» **Task goal**: A word-for-word copy of the records below is required.

Stored records
========================================

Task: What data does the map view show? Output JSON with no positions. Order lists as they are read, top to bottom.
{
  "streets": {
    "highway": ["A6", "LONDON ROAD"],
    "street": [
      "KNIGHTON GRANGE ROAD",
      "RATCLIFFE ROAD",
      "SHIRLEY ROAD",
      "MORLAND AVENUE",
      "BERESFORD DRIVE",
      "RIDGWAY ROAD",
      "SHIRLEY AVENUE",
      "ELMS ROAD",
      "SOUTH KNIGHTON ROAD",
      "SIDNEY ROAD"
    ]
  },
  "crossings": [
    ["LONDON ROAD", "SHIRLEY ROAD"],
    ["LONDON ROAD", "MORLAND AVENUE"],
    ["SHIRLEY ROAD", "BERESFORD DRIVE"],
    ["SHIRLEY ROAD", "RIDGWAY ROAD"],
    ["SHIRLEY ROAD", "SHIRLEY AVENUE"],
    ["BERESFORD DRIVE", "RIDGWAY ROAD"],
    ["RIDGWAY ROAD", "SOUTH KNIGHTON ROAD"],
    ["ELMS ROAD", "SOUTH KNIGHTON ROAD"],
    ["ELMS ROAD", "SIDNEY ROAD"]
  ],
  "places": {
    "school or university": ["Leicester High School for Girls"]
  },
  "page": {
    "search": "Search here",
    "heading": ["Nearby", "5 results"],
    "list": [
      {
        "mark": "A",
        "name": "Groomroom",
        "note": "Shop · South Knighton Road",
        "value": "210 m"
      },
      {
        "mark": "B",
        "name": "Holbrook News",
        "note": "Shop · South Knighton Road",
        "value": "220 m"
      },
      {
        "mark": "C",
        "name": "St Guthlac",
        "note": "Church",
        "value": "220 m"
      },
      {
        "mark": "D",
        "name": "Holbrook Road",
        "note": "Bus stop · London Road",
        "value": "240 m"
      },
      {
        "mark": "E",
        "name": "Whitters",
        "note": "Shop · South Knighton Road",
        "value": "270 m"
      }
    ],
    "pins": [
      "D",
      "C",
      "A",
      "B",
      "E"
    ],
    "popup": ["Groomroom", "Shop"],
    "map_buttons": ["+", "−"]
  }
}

========================================

» **Answer to this problem**:
Task: What data does the map view show? Output JSON with no positions. Order lists as they are read, top to bottom.
{
  "streets": {
    "highway": ["A6", "LONDON ROAD"],
    "street": [
      "KNIGHTON GRANGE ROAD",
      "RATCLIFFE ROAD",
      "SHIRLEY ROAD",
      "MORLAND AVENUE",
      "BERESFORD DRIVE",
      "RIDGWAY ROAD",
      "SHIRLEY AVENUE",
      "ELMS ROAD",
      "SOUTH KNIGHTON ROAD",
      "SIDNEY ROAD"
    ]
  },
  "crossings": [
    ["LONDON ROAD", "SHIRLEY ROAD"],
    ["LONDON ROAD", "MORLAND AVENUE"],
    ["SHIRLEY ROAD", "BERESFORD DRIVE"],
    ["SHIRLEY ROAD", "RIDGWAY ROAD"],
    ["SHIRLEY ROAD", "SHIRLEY AVENUE"],
    ["BERESFORD DRIVE", "RIDGWAY ROAD"],
    ["RIDGWAY ROAD", "SOUTH KNIGHTON ROAD"],
    ["ELMS ROAD", "SOUTH KNIGHTON ROAD"],
    ["ELMS ROAD", "SIDNEY ROAD"]
  ],
  "places": {
    "school or university": ["Leicester High School for Girls"]
  },
  "page": {
    "search": "Search here",
    "heading": ["Nearby", "5 results"],
    "list": [
      {
        "mark": "A",
        "name": "Groomroom",
        "note": "Shop · South Knighton Road",
        "value": "210 m"
      },
      {
        "mark": "B",
        "name": "Holbrook News",
        "note": "Shop · South Knighton Road",
        "value": "220 m"
      },
      {
        "mark": "C",
        "name": "St Guthlac",
        "note": "Church",
        "value": "220 m"
      },
      {
        "mark": "D",
        "name": "Holbrook Road",
        "note": "Bus stop · London Road",
        "value": "240 m"
      },
      {
        "mark": "E",
        "name": "Whitters",
        "note": "Shop · South Knighton Road",
        "value": "270 m"
      }
    ],
    "pins": [
      "D",
      "C",
      "A",
      "B",
      "E"
    ],
    "popup": ["Groomroom", "Shop"],
    "map_buttons": ["+", "−"]
  }
}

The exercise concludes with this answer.